Question

An electric bulb, a capacitor, a battery and a switch are all in series in a circuit. How does the intensity of light vary when the switch is turned on?

A. Continues to increase gradually
B. Gradually increases for some time and then becomes steady
C. Sharply rises initially and then gradually decreases
D.Gradually increases for some time and then gradually decreases.

Answer 1

We can treat this circuit as an RC circuit, with the bulb as the resistance and the capacitor as the capacitance. We know that when the switch is closed, the capacitor begins charging from the supply voltage via the bulb resistance. Initially, the bulb receives all of the supply voltage and then it starts losing out on the incident voltage as the capacitor begins charging.
Begin by first finding out the voltage drop across the capacitor at any instant of time. Then subtract this from the supply voltage to obtain the voltage across the bulb and find its power. From the resulting expression, you should be able to estimate the kind of plot you would get for power against time, following which you can pick out the appropriate option.

Formula used:
Voltage across a capacitor: $V_C = V(1-e^{-t/RC})$

Complete step by step answer:
From the circuit we see that there will be voltage drops across the capacitor and the bulb. The bulb is equivalent to a resistor. Now, when a resistor is connected in series with a capacitor forming an RC circuit, the capacitor will charge up gradually through the resistor until the voltage across it reaches the supply voltage V. Thus, the capacitor takes some time to be fully charged which we call as the transient response time. For a given value of resistance R and capacitance C, the transient time remains constant and is called as the RC time constant $\tau = R \times C$.

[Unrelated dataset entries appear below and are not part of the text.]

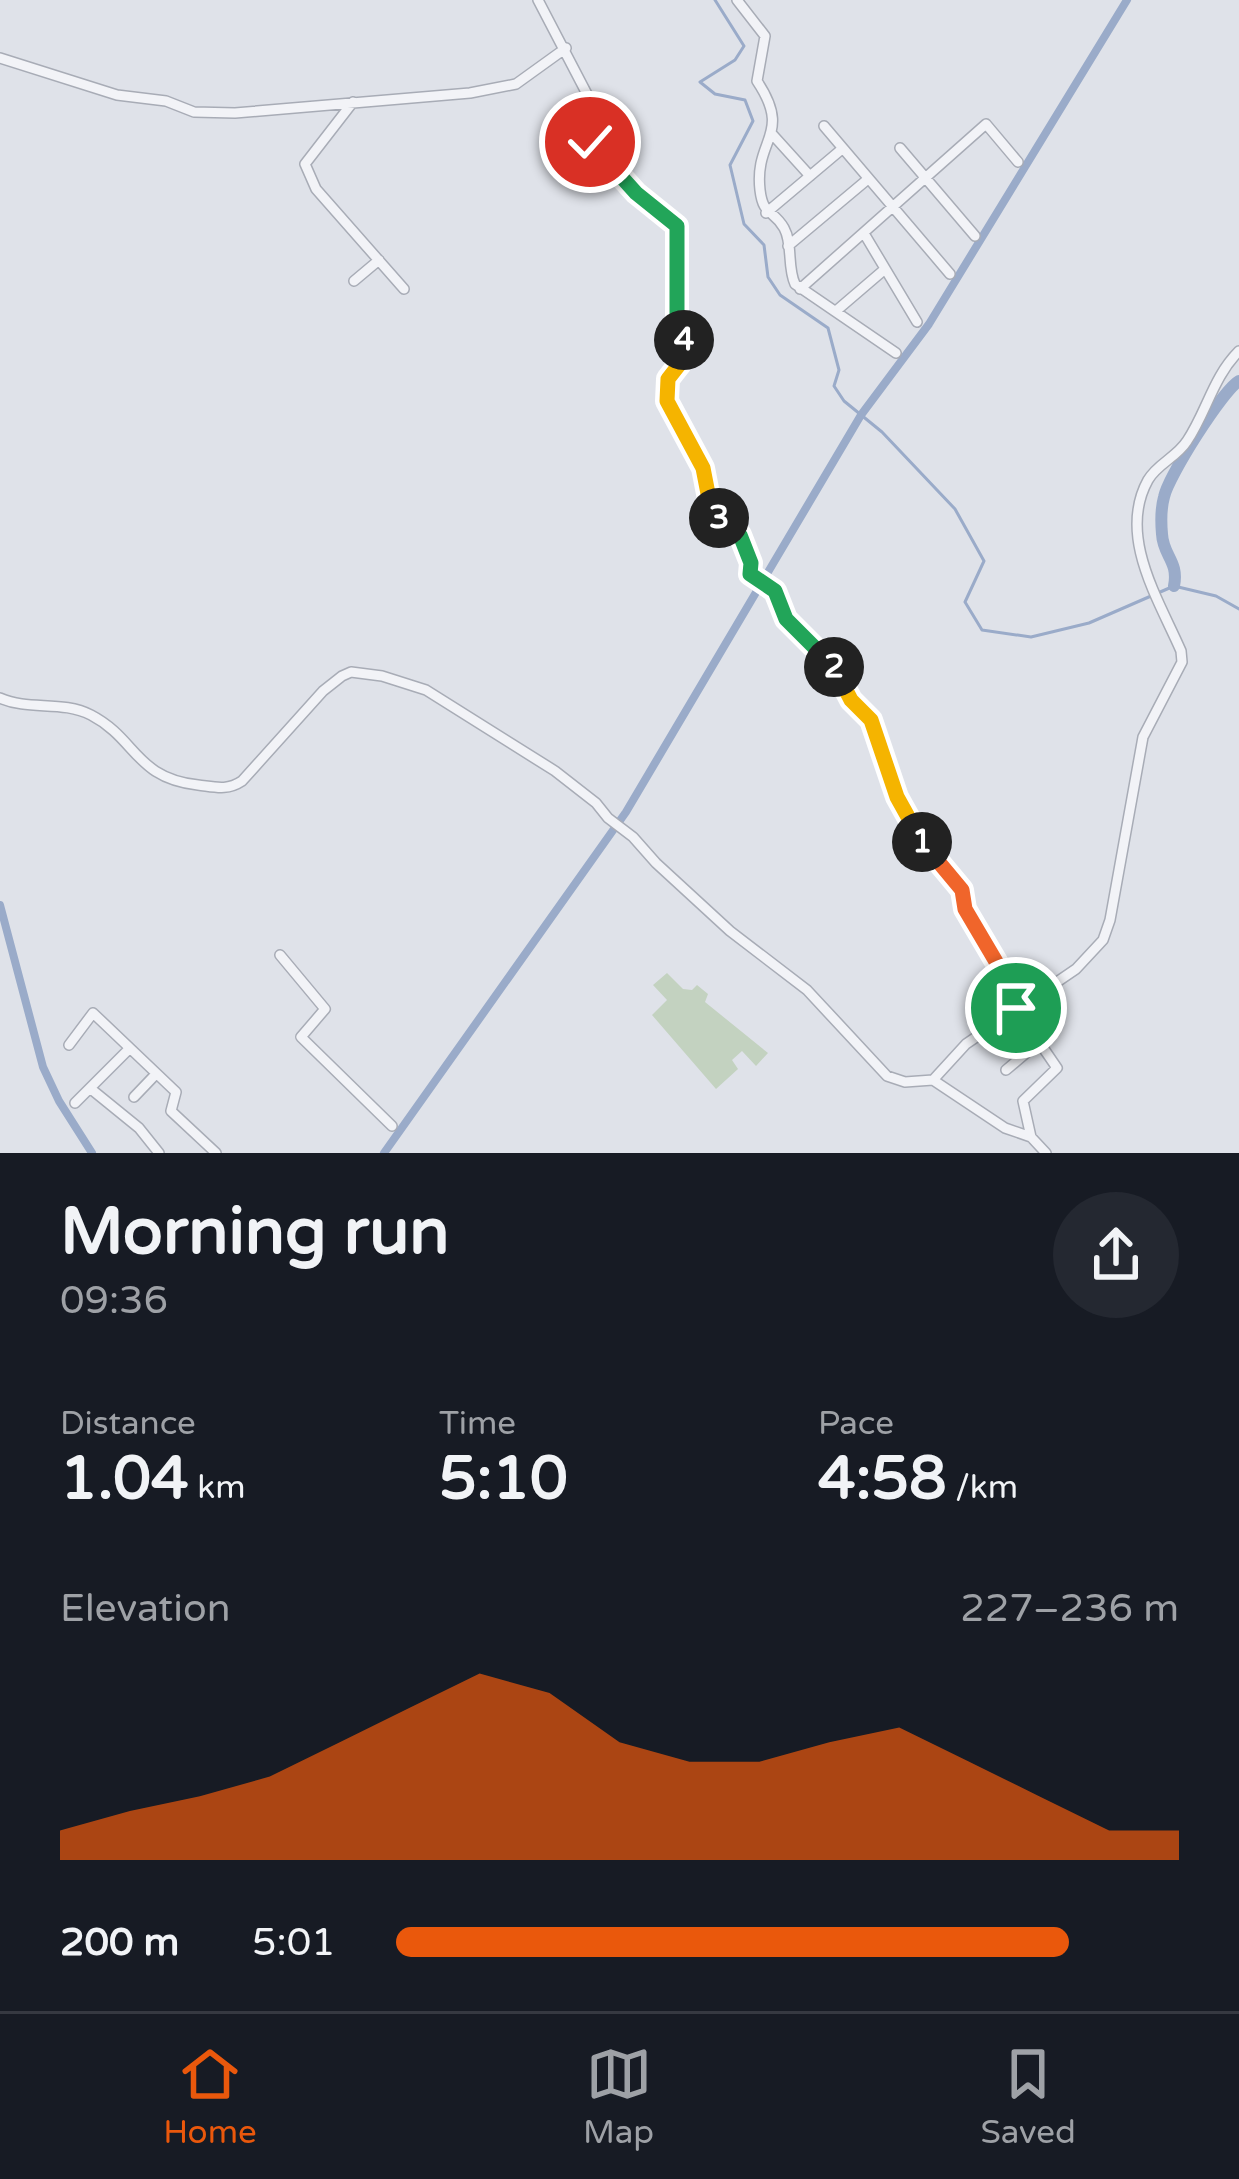 <!DOCTYPE html>
<meta charset="utf-8">
<style>
body{margin:0;font-family:"Varela Round",sans-serif;background:#242831;color:#f1f3f6;height:100vh;display:flex;flex-direction:column;font-size:45px;white-space:nowrap}
*{box-sizing:border-box;margin:0}
p{font-size:39px;color:#9ea1a6}
.icon{flex:none;width:66px;height:66px;fill:none;stroke:currentColor;stroke-width:2;stroke-linecap:round;stroke-linejoin:round}
.map{position:relative;height:1153px;overflow:hidden}
.details{display:flex;flex-direction:column;background:#171b24;flex:1}
.details>*{flex:none}
.pin{position:absolute;display:grid;place-items:center;width:102px;height:102px;color:#fff;margin:-51px;border:6px solid #fff;border-radius:50%;box-shadow:0 3px 12px #0007}
.km{position:absolute;width:60px;height:60px;margin:-30px;border-radius:50%;background:#222;color:#fff;font-size:33px;line-height:60px;text-align:center}
.round{display:grid;place-items:center;flex:none;width:126px;height:126px;border-radius:63px;background:#242831}
.summary{display:flex;align-items:center;justify-content:space-between;height:204px;padding:0 60px}
h1{font-size:66px;font-weight:800;line-height:90px}
.figures{display:grid;grid-template-columns:repeat(3,1fr);gap:18px;height:204px;padding:12px 60px}
.figures div{display:grid;align-content:center}
.figures b{font-size:60px;font-weight:800}
.figures small{font-size:33px;font-weight:400}
.figures p{font-size:33px}
.chart{height:336px;padding:24px 60px}
.chart p{display:flex;justify-content:space-between}
.chart svg{width:100%;height:216px;margin-top:12px;fill:#ea580c;opacity:.7}
ul{padding:0 60px;list-style:none;font-size:39px}
li{display:grid;grid-template-columns:192px 144px 1fr;align-items:center;height:90px}
li i{height:30px;border-radius:15px;background:#ea580c}
.tabs{display:flex;justify-content:space-around;align-items:center;height:168px;border-top:3px solid #363941;background:#171b24;font-size:33px;color:#9ea1a6}
.tabs a{display:grid;justify-items:center;gap:6px}
.tabs .active{color:#ea580c}
.map>svg:first-child{display:block}
.green{fill:#c3d2c0}
.lines{fill:none;stroke-linecap:round;stroke-linejoin:round}
.stream{stroke:#9aabc9;stroke-width:3}
.canal{stroke:#9aabc9;stroke-width:8}
.river{stroke:#9aabc9;stroke-width:12}
.minor-casing{stroke:#a8acb6;stroke-width:12}
.minor{stroke:#f2f3f7;stroke-width:9}
.split-1-casing{stroke:#fff;stroke-width:24}
.split-2-casing{stroke:#fff;stroke-width:24}
.split-3-casing{stroke:#fff;stroke-width:24}
.split-4-casing{stroke:#fff;stroke-width:24}
.split-5-casing{stroke:#fff;stroke-width:24}
.split-1{stroke:#f0652b;stroke-width:15}
.split-2{stroke:#f5b400;stroke-width:15}
.split-3{stroke:#22a559;stroke-width:15}
.split-4{stroke:#f5b400;stroke-width:15}
.split-5{stroke:#22a559;stroke-width:15}
</style>
<div class="map">
<svg width="1239" height="1153" viewBox="0 0 1239 1153">
<rect width="100%" height="100%" fill="#dfe2e9"/>
<path class="green" d="M 667,973 L 683,989 L 692,990 L 697,985 L 708,994 L 705,1002 L 768,1053 L 756,1066 L 742,1051 L 732,1060 L 738,1069 L 716,1089 L 652,1015 L 667,1000 L 653,985 Z"/>
<g class="lines">
<path class="stream" d="M 715,0 L 744,46 L 735,60 L 700,82 L 715,94 L 745,100 L 753,121 L 730,165 L 744,224 L 764,245 L 768,277 L 780,295 L 828,328 L 839,370 L 834,386 L 844,401 L 882,432 L 955,509 L 984,561 L 965,602 L 982,630 L 1031,637 L 1089,623 L 1174,586 L 1216,596 L 1239,609"/>
<path class="canal" d="M 0,905 L 43,1067 L 59,1101 L 92,1153
M 384,1153 L 626,812 L 861,415 L 929,324 L 1127,0"/>
<path class="river" d="M 1174,586 C 1179,561 1163,556 1162,534 C 1161,523 1161,508 1164,497 C 1168,477 1223,390 1239,381"/>
<defs>
<path id="minor" d="M 538,0 L 588,96 L 584,129 L 587,138 L 636,192 L 677,226 L 677,320 L 687,352 L 668,379 L 667,401 L 703,468 L 711,509 L 728,531 L 740,535 L 751,563 L 750,574 L 775,591 L 786,619 L 821,651 L 851,700 L 869,717 L 901,806 L 933,857 L 962,889 L 965,909 L 1021,1005
M 737,0 L 765,36 L 757,81 C 793,135 754,138 760,190 C 763,216 773,209 784,228 C 793,244 787,267 795,284 L 896,353
M 0,58 L 117,95 L 166,101 L 194,112 L 235,113 L 470,93 L 516,84 L 566,48
M 353,102 L 305,164 L 316,189 L 404,289
M 824,126 L 950,274
M 772,134 L 810,176
M 900,148 L 975,236
M 766,213 L 842,149
M 865,235 L 917,322
M 788,246 L 868,179
M 354,281 L 379,260
M 800,289 L 986,124 L 1018,162
M 836,311 L 885,269
M 0,698 C 29,711 62,700 91,715 C 137,739 135,778 198,785 C 215,787 227,791 242,781 L 323,691 L 342,676 L 351,672 L 382,676 L 426,690 L 555,771 L 596,803 L 608,818 L 633,837 L 656,863 L 730,931 L 807,990 L 887,1076 L 905,1082 L 933,1080 L 1005,1128 L 1031,1137 L 1046,1153
M 280,955 L 325,1009 L 301,1037 L 392,1126
M 1016,1008 L 1057,1068 L 1023,1101 L 1031,1137
M 69,1045 L 93,1013 L 176,1092 L 171,1111 L 216,1153
M 1006,1070 L 1039,1042
M 933,1080 L 966,1044 L 1076,969 L 1103,940 L 1110,920 L 1143,737 L 1182,662 L 1181,651 C 1159,600 1117,536 1148,480 C 1157,464 1177,457 1187,441 C 1207,411 1213,377 1239,351
M 91,1089 L 139,1128 L 159,1153
M 134,1097 L 156,1074
M 75,1103 L 128,1050"/>
</defs>
<use href="#minor" class="minor-casing"/>
<use href="#minor" class="minor"/>
</g>
<g class="lines">
<defs>
<path id="split-1" d="M 922,842 L 962,890 L 965,909 L 1021,1004 L 1016,1008"/>
<path id="split-2" d="M 834,667 L 851,700 L 871,720 L 897,797 L 922,842"/>
<path id="split-3" d="M 719,518 L 728,531 L 740,535 L 751,563 L 750,574 L 775,591 L 786,619 L 834,667"/>
<path id="split-4" d="M 684,340 L 686,356 L 668,379 L 667,401 L 703,468 L 711,509 L 719,518"/>
<path id="split-5" d="M 590,142 L 636,193 L 677,226 L 677,320 L 684,340"/>
</defs>
<use href="#split-1" class="split-1-casing"/>
<use href="#split-2" class="split-2-casing"/>
<use href="#split-3" class="split-3-casing"/>
<use href="#split-4" class="split-4-casing"/>
<use href="#split-5" class="split-5-casing"/>
<use href="#split-1" class="split-1"/>
<use href="#split-2" class="split-2"/>
<use href="#split-3" class="split-3"/>
<use href="#split-4" class="split-4"/>
<use href="#split-5" class="split-5"/>
</g>
</svg>
<div class="pin" style="left:1016px;top:1008px;background:#1e9e55"><svg class="icon" aria-label="arrive" viewBox="0 0 24 24"><path d="M6 21V4h12l-3 4 3 4H6"/></svg></div>
<div class="pin" style="left:590px;top:142px;background:#d93025"><svg class="icon" aria-label="check" viewBox="0 0 24 24"><path d="M5 12l5 5 9-10"/></svg></div>
<b class="km" style="left:922px;top:842px">1</b>
<b class="km" style="left:834px;top:667px">2</b>
<b class="km" style="left:719px;top:518px">3</b>
<b class="km" style="left:684px;top:340px">4</b>
</div>
<section class="details">
<div class="summary"><div><h1>Morning run</h1><p>09:36</p></div><a class="round"><svg class="icon" aria-label="share" viewBox="0 0 24 24"><path d="M12 15V3M7 8l5-5 5 5M5 13v7h14v-7"/></svg></a></div>
<div class="figures">
<div><p>Distance</p><b>1.04<small> km</small></b></div>
<div><p>Time</p><b>5:10</b></div>
<div><p>Pace</p><b>4:58<small> /km</small></b></div>
</div>
<div class="chart"><p><span>Elevation</span>227–236 m</p>
<svg viewBox="0 0 160 44" preserveAspectRatio="none"><path d="M0 44V38L10 34L20 31L30 27L40 20L50 13L60 6L70 10L80 20L90 24L100 24L110 20L120 17L130 24L140 31L150 38L160 38V44z"/></svg>
</div>
<ul>
<li><b>200 m</b>5:01<i style="width:86%"></i></li>
</ul>
</section>
<nav class="tabs">
<a class="active"><svg class="icon" aria-label="home" viewBox="0 0 24 24"><path d="M3 11l9-7 9 7M6 9v11h12V9"/></svg>Home</a>
<a><svg class="icon" aria-label="map" viewBox="0 0 24 24"><path d="M3 6l6-2 6 2 6-2v14l-6 2-6-2-6 2zM9 4v14M15 6v14"/></svg>Map</a>
<a><svg class="icon" aria-label="saved" viewBox="0 0 24 24"><path d="M7 4h10v16l-5-4-5 4z"/></svg>Saved</a>
</nav>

Thus, for a supply voltage V, the instantaneous voltage across the capacitor is given as
$V_C = V(1-e^{-t/RC}) \Rightarrow V_C = V(1-e^{-t/\tau})$
We know that, for a series circuit, the current across all circuit components remains the same but the voltage drops vary.
Therefore, the voltage drop across the bulb B with resistance R can be given as
$V_B = V – V_C = V - V(1-e^{-t/\tau})$
$\Rightarrow V_B = Ve^{-t/\tau}$
Now, the intensity of the bulb is given by its power
$P_B = \dfrac{V_B^2}{R} = \dfrac{ V^2 e^{-2t/\tau}}{R} \Rightarrow P_B \propto e^{-2t/\tau}$
Thus, when we plot the intensity of light versus time, we get an exponentially decreasing curve, with an initial sharp rise at t=0.

Thus, the correct choice would be C. Sharply rises initially and then gradually decreases

Note:
Do not get confused between the transient period and the steady state period of a capacitor.
The transient period is the period during which the capacitor gets charged, starting from an uncharged state. This signifies a transition between two states, from uncharged to charged. The steady state period however, is the time after the transient period where the voltage across the capacitor attains a constant value that is consistent with the supply voltage. At steady state, the capacitor acts as an open circuit since it attains a voltage equivalent to the supply voltage and there is no potential difference between them because of which no charge or current flows between them.